Recursive solution to Subset Sum
8th September 2025
I recently wanted to find an NP-hard problem that was expensive to calculate, to demonstrate the speed advantage of a compiled Lisp, and found the Subset Sum problem [1].
The problem is as follows: given a list of integers and a target total, find whether the target can be reached by summing a subset of the integers.
Here's the most succinct solution I could write in Lisp:
(defun subsetsum-p (lis n sum) (cond ((zerop sum) t) ((zerop n) nil) ((> (nth (1- n) lis) sum) (subsetsum-p lis (1- n) sum)) ((subsetsum-p lis (1- n) sum)) (t (subsetsum-p lis (1- n) (- sum (nth (1- n) lis))))))
where lis is a list of integers, n is the length of that list, and sum is the target sum we are trying to reach. The function returns t if there is at least one subset with the target sum, and nil otherwise.

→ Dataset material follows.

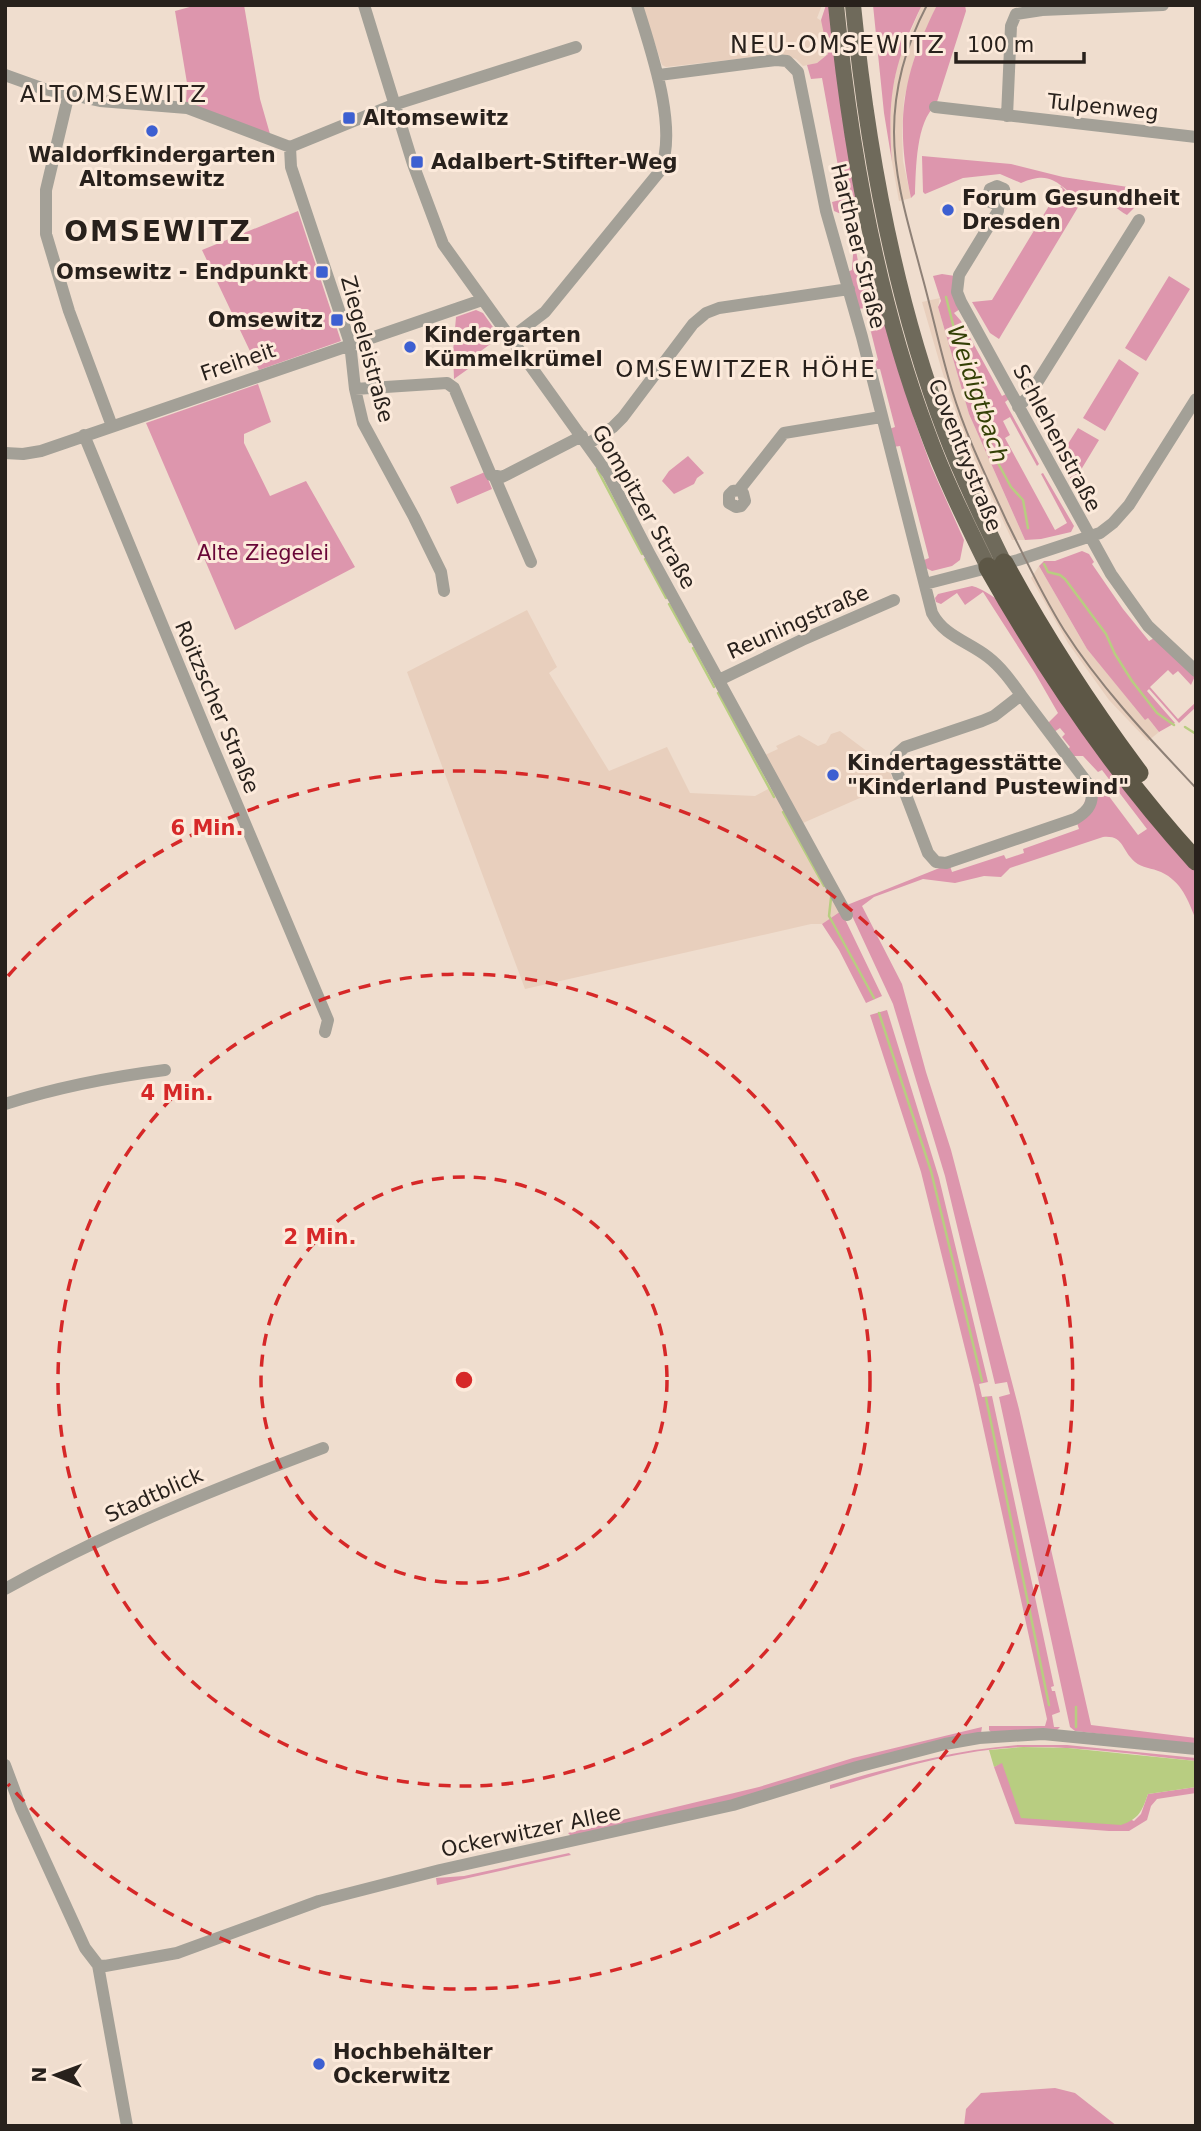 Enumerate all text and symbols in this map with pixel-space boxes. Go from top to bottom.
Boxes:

For example, we can define the list as follows:
(defparameter *lis* '(2 4 6 8 10 12 14 16 18 20 22 24 26 28 30))
and then test the function with:
> (subsetsum-p *lis* (length *lis*) 200) T > (subsetsum-p *lis* (length *lis*) 199) NIL
Here I've contrived the list to only contain even numbers, so we can be sure that 199 will be unreachable.
How it works
The function calls itself recursively with a shorter list and a reduced sum:
- If the target sum is now zero we've reached the target, so return t.

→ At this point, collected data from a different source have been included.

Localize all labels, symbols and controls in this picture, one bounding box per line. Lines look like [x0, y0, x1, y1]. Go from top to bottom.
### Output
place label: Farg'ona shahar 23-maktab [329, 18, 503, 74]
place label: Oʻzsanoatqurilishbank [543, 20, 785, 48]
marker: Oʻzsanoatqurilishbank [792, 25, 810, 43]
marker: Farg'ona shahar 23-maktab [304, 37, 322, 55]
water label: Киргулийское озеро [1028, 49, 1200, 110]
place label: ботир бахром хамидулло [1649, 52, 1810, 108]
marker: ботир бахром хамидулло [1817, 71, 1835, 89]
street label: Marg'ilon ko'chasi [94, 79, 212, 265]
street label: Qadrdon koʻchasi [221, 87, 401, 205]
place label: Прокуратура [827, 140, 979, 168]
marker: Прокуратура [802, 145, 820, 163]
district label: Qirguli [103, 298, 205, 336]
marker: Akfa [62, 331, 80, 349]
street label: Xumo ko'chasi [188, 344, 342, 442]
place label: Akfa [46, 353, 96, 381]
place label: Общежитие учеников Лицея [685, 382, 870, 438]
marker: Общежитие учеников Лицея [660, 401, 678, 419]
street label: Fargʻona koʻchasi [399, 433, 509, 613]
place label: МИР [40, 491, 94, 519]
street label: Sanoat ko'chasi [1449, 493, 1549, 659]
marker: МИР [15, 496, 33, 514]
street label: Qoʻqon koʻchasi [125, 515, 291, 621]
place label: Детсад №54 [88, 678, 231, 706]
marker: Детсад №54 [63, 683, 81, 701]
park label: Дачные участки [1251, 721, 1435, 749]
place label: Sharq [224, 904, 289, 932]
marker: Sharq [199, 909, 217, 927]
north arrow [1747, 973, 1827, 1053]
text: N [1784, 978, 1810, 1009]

- If n is zero we've run out of numbers to test, so return nil.
- If the last number in the list is greater than sum, call subsetsum-p with that number dropped from the list.
- Otherwise try calling subsetsum-p using all but the last number in the list, and if that fails try using the last number.
Displaying a result
It's a simple change to the function to make it return the first solution:
(defun subsetsum-p (lis n sum result) (cond ((zerop sum) result) ((zerop n) nil) ((> (nth (1- n) lis) sum) (subsetsum-p lis (1- n) sum result)) ((subsetsum-p lis (1- n) sum result)) (t (push (nth (1- n) lis) result) (subsetsum-p lis (1- n) (- sum (nth (1- n) lis)) result))))
We now call it with result initially set to nil, and the function returns a list of numbers that reach the target:
> (subsetsum-p *lis* (length *lis*) 200 nil) (2 4 6 8 12 14 16 18 20 22 24 26 28)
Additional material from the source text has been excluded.